Collected data entries:
■ ■ ■ ■ ■ ■ ■

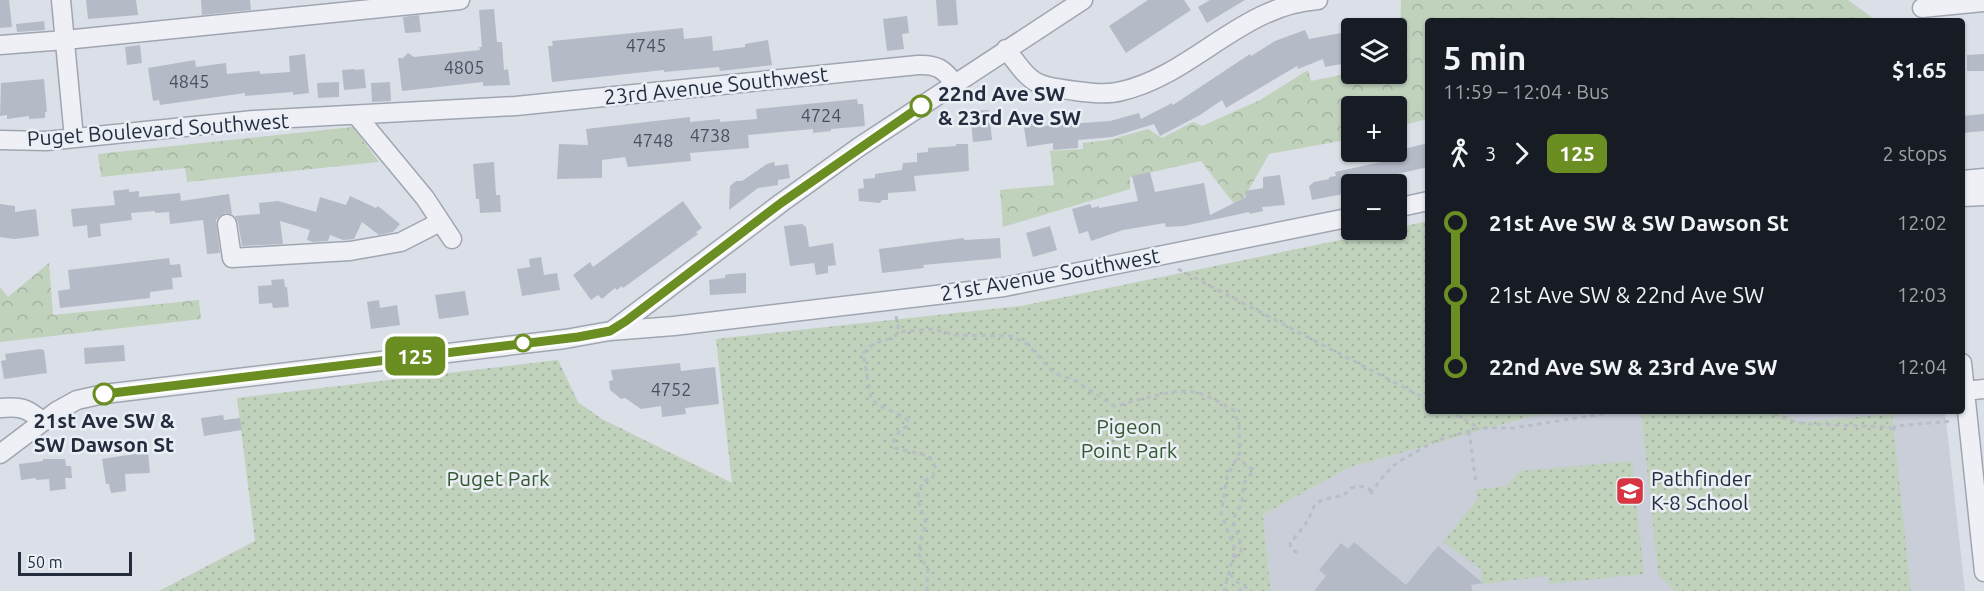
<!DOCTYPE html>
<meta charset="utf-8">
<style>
:root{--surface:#171b24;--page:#242831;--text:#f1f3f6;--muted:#9ea1a6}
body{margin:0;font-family:Ubuntu,sans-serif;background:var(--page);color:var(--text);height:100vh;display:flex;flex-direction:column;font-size:22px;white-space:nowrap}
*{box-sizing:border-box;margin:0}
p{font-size:20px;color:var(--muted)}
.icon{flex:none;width:33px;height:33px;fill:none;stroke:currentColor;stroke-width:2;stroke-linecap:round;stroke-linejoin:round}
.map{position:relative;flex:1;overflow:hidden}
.side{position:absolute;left:1425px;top:18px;width:540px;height:396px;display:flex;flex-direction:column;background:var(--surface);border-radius:6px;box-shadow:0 2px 4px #0004}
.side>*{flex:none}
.badge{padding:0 12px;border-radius:9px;font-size:21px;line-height:39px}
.controls{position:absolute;left:1341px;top:18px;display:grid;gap:12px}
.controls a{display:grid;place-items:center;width:66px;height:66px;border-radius:6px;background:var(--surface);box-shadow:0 2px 4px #0004;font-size:30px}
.scale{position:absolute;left:18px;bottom:15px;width:114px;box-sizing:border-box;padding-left:6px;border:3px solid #242c3e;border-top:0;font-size:16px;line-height:21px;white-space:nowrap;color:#242c3e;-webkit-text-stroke:4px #eaeef5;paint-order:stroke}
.map>.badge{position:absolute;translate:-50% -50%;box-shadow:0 0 0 3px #fff}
.legs{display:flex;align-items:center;gap:9px;height:66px;padding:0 18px;font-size:20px}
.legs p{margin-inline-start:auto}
.summary{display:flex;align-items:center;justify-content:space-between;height:102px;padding:0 18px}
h1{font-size:33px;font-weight:700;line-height:45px}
ul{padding:0 18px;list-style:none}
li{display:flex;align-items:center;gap:21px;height:72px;font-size:22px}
li i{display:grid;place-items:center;width:9px;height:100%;margin:0 8px;background:currentColor}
li i::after{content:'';width:15px;height:15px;margin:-8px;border:4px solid;border-radius:50%;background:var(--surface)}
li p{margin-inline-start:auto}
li:first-child i{background:linear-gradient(#0000 50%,currentColor 0)}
li:last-child i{background:linear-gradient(currentColor 50%,#0000 0)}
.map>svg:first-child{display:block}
.built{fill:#c9ced9}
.forest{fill:url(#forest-crowns)}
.park{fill:url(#park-dots)}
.building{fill:#b5bac7}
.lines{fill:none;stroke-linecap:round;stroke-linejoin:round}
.minor-casing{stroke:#a0a6b1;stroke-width:21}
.path{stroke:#b9bdc5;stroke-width:3;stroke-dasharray:4.5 4.5;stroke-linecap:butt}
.minor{stroke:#eef0f5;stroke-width:18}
.line-1-casing{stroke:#fff;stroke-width:14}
.line-1{stroke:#6b8e23;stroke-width:9}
.stop-1-dot{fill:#fff;stroke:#6b8e23;stroke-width:3}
.labels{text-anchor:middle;stroke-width:5;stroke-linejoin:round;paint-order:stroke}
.number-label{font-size:18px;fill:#485060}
.street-label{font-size:21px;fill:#242c3e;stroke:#eaeef5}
.stop-label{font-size:21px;font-weight:bold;fill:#242c3e;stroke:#eaeef5;text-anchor:start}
.park-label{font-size:21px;fill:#355a31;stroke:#eaeef5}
.poi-label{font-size:21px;fill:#242c3e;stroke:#eaeef5;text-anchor:start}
</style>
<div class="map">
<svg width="1984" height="591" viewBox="0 0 1984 591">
<defs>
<pattern id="forest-crowns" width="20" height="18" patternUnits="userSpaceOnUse" patternTransform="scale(1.5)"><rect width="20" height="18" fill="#c0d1bc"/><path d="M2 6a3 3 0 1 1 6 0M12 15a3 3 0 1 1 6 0" fill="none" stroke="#a5b4a3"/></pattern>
<pattern id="park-dots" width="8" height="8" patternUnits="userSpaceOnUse" patternTransform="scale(1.5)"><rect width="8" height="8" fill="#c0d1bc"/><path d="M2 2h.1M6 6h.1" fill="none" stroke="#a5b4a3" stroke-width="1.8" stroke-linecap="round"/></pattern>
</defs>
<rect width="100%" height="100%" fill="#dbdfe7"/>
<path class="built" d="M1572 411H1796L1802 413 1824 411H1945L1965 591H1271L1263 515 1348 468 1532 416Z"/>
<path class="forest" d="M1401 0H1848L1877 21H1428V121L1423 120 1397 127 1396 106H1352L1351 139 1269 154 1238 209 1201 161 1130 177V189L1003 227 1000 190 1054 185 1050 151 1083 149V143L1109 140 1148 129 1162 138 1193 122 1202 126 1260 100 1308 70 1311 81 1351 73 1396 74 1397 64 1404 63 1400 40Z
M353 127 379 162 187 182 185 168 101 177 98 154Z
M49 263 53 315 199 300 201 319 0 342V287L8 297Z"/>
<path class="park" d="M1428 221V411H1572L1532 416 1348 468 1263 515 1271 591H159L255 541 237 398 558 360 578 402 602 419 732 483 716 339 1021 306 1389 230H1396L1397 228Z
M1641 411H1774L1801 422 1892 414 1911 591H1674L1658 574Z
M1632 461 1644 574 1549 584 1548 576 1482 584 1481 569 1443 542 1478 499 1476 490 1506 486 1520 471Z"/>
<path class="building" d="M0 0H9L12 27 0 28Z
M86 0H136L138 15 88 19Z
M201 0H250L251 10 202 15Z
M936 0H956L958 25 938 26Z
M1148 0H1184L1191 10 1126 53 1109 26Z
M1210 0H1245L1207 23 1198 7Z
M494 9 497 42H502L504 70 508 69 510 85 483 86V82L402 91 398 58H403L408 53 414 57 480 50 479 47H482L479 10Z
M419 15 421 32 405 33 403 17Z
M907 16 909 33 902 34 904 49 887 51 883 19Z
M44 21 45 30 17 32 16 24Z
M683 28 684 39 712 36 713 51 745 47V44L768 40 772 65 720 71 719 67 664 72V70L552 82 548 46H553L552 41Z
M1305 30 1309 39 1352 31V62L1325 67 1323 59 1298 69 1297 66 1226 108 1222 100 1200 115 1160 136 1154 124 1112 137 1078 140V148L1053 150V143L1027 147 1023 121 1026 116 1035 115 1036 118 1040 117 1041 126 1110 121 1139 113 1141 119 1172 103 1173 105 1250 54 1251 56 1275 41Z
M140 45 142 63 127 65 125 47Z
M305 54 309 93 293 95V92L245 96V93L160 105 159 100 153 101 148 68 195 60 196 67 226 63 227 74 260 71V74L290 72 289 56Z
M1984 54V71H1967V55Z
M355 69V70L364 69 366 88 344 90 342 70Z
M44 79 47 112H45V118L29 119V116L7 119V115L0 116 1 83Z
M339 82V97L318 98 317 83Z
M390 82 391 101 372 102 371 83Z
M857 99 858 104H863L865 126 831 129V131L813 133V129L748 135 749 148 690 153 691 161 628 167 625 157 602 160V178L557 179 559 144 588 145 586 129 690 117V122L720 119V122L757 119 756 109Z
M989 110 992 140 973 142 970 111Z
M1984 114V131L1962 133V116Z
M1428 143V167L1352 184V189L1342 192 1343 194 1312 200 1309 186 1314 182 1329 179V177L1336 176 1335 172 1381 162 1380 158 1393 155 1392 152Z
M956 144H968L969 171 914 176 916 191 888 193V200H882L880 203 859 201 858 189 864 188 863 179 875 178V174L902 170 903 163 917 162V153L928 152V148L956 146Z
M494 162 496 195H500L501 212 480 213 479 199H476L473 164Z
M774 162 775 166 788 164 790 178 778 180V185L758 188 729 210 730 186 736 181H742L767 164Z
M1150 172 1155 192 1204 183 1210 215 1246 197 1245 191 1263 188V177L1280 175 1285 205 1262 207 1263 211 1250 214 1249 212 1184 226 1166 227 1165 223 1123 230 1091 241 1088 231 1079 234 1072 209 1090 204 1092 208 1099 206V208L1138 201 1132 176Z
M129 189V192L139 191V197L180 193 181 201 229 194 232 214 225 213 220 216 216 220 220 253 207 254 203 220 170 224 169 212 155 213V211L131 213 132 220 100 224 101 236 88 238 87 225 73 227 71 209 115 205 113 191Z
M350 196 376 208 378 206 400 224 393 232 379 235 362 222 354 239 343 240 330 235 328 241 313 242 307 240 310 230 280 221 283 244 242 246 238 222 235 216 260 214 259 203 278 201 316 212 320 197 346 205Z
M683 201 702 228 696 232 698 234 623 288 622 286 617 290 615 288 602 299 598 295 591 300 573 275 590 262 593 267Z
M0 204 15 206V212L36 209 39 236 14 239 0 237Z
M802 224 806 227 809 247 833 243 836 265 828 266V273L816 275 814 263 790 266 784 226Z
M1050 226 1057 250 1033 257 1026 233Z
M964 238V240L1000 238 1001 258 923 265 924 268 882 273 879 249Z
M541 257 544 275 557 273 560 290 522 296 517 269 530 267 529 259Z
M169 258 170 265 180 264 182 277 172 278 173 289 150 292V298L60 308 58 291 70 289 68 270Z
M746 273V293L710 295 709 280 725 278V275L730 274Z
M284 279 285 287H287L289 307 273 308 272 303 259 304 258 286 272 285 271 280Z
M465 291 469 315 439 319 435 295Z
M379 300 380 308 397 305 400 325 371 329 367 302Z
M124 345 125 361 85 364 84 348Z
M40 349 44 350 47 373 4 379 1 361 6 360 5 354Z
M680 363 681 371 715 367 719 404 685 408 686 414 662 417 661 406 641 409 625 398 621 399 610 390 609 381 613 380 611 370Z
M223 415 224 420 240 418 242 430 204 436 201 418Z
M148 452 150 473 125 474 126 491 111 493 109 484H106L102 459Z
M43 459H65L66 466H71L72 478H65L66 489 50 491 49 479 36 480V478L21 480 19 464 43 461Z
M1354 542 1406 585 1438 546 1483 583 1471 585 1472 591H1314L1326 576 1319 570 1341 543 1348 549Z"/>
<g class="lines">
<g class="minor-casing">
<path id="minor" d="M61 0 74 138
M1922 8 1984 2
M0 45 65 40 460 0
M1006 49C1033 85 1032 85 1076 91 1091 93 1107 95 1122 91 1192 75 1242 5 1318 0
M357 116 425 198 452 239
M0 140 46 141 254 120 516 106 918 65C936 64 944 69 954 83
M1962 180 1984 178
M1962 197 1984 196
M1396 208 1428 201
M227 224 232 258 350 251 401 242 440 222
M613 330 781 203 859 147 1083 0
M1962 363 1984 572
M1965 391 1984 389
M0 408C20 406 27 408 42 421
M0 454 57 411 77 400 104 394 565 339 610 331 674 326 1004 287 1352 217"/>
</g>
<path class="path" d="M1178 269 1428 400
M896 316 899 332
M1448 411 1480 428
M1765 411 1795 422 1809 424 1890 427 1893 432 1895 426 1952 421
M1469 431 1476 483
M1371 494 1372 491 1386 473 1398 462 1437 440 1480 428H1513L1621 411
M1297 553 1291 548 1290 543C1296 536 1303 528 1308 520 1311 515 1312 507 1317 503 1328 495 1343 500 1351 488 1360 485 1364 486 1372 491
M1234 558 1241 552C1242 540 1235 531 1233 519L1242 502 1243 485 1254 470 1237 458
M1230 574 1237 582 1252 591
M927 591 928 569 918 553 926 523 918 500V493L923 482 933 476 935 466 929 456 895 448 894 440 899 432 907 426 908 421C897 410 880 410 871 398L863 353 873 344 894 337 899 332 933 329 955 335 1011 336 1027 344 1054 373 1076 381 1114 406C1124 405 1132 401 1142 399 1185 388 1195 386 1234 411L1239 425 1240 452 1227 477 1221 513 1235 549 1224 591
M1238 591 1246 588"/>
<use href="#minor" class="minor"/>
</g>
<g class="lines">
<g class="line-1-casing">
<path id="line-1" d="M104 394 578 337 610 331 626 321 781 203 921 106"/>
</g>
<use href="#line-1" class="line-1"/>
</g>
<defs>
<g id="school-square" transform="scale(1.5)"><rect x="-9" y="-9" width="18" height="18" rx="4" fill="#d73541" stroke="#eaeef5"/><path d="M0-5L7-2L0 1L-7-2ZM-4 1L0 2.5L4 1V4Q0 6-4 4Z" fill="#fff"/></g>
</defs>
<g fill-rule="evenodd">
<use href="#school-square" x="1630" y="491"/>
</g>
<g class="stop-1-dot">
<circle cx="921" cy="106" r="10"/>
<circle cx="523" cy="343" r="8"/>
<circle cx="104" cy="394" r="10"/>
</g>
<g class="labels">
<g class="number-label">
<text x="646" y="52">4745</text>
<text x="464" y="74">4805</text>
<text x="189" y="88">4845</text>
<text x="821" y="122">4724</text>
<text x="710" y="142">4738</text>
<text x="653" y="147">4748</text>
<text x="671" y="396">4752</text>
</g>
<g class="street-label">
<text transform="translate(716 86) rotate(-6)" y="7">23rd Avenue Southwest</text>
<text transform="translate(158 130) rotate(-4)" y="7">Puget Boulevard Southwest</text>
<text transform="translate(1050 275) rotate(-10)" y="7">21st Avenue Southwest</text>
</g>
<g class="stop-label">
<text x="938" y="101">22nd Ave SW<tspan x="938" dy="24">&amp; 23rd Ave SW</tspan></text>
<text x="104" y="428" text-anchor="middle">21st Ave SW &amp;<tspan x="104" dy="24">SW Dawson St</tspan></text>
</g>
<g class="park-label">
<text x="1129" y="434">Pigeon<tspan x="1129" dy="24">Point Park</tspan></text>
<text x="498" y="486">Puget Park</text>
</g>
<g class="poi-label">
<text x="1651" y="486">Pathfinder<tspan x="1651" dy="24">K-8 School</tspan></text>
</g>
</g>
</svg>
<div class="controls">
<a><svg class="icon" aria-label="layers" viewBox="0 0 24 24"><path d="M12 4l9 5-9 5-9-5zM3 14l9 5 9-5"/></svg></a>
<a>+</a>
<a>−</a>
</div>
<div class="scale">50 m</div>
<b class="badge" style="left:415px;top:356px;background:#6b8e23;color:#fff">125</b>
<section class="side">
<div class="summary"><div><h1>5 min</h1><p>11:59 – 12:04 · Bus</p></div><b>$1.65</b></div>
<div class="legs"><svg class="icon" aria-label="walk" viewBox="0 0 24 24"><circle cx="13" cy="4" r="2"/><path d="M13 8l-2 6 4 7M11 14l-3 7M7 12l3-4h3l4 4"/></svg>3<svg class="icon" aria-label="forward" viewBox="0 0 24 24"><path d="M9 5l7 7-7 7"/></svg><b class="badge" style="background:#6b8e23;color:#fff">125</b><p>2 stops</p></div>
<ul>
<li><i style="color:#6b8e23"></i><b>21st Ave SW &amp; SW Dawson St</b><p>12:02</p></li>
<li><i style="color:#6b8e23"></i><span>21st Ave SW &amp; 22nd Ave SW</span><p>12:03</p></li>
<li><i style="color:#6b8e23"></i><b>22nd Ave SW &amp; 23rd Ave SW</b><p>12:04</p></li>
</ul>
</section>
</div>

■ ■ ■ ■ ■ ■ ■

WHAT THE EXERCISE ASKS: Lines with "controls": find them in the data and copy each one.

EXERCISE RESPONSE:
.controls{position:absolute;left:1341px;top:18px;display:grid;gap:12px}
.controls a{display:grid;place-items:center;width:66px;height:66px;border-radius:6px;background:var(--surface);box-shadow:0 2px 4px #0004;font-size:30px}
<div class="controls">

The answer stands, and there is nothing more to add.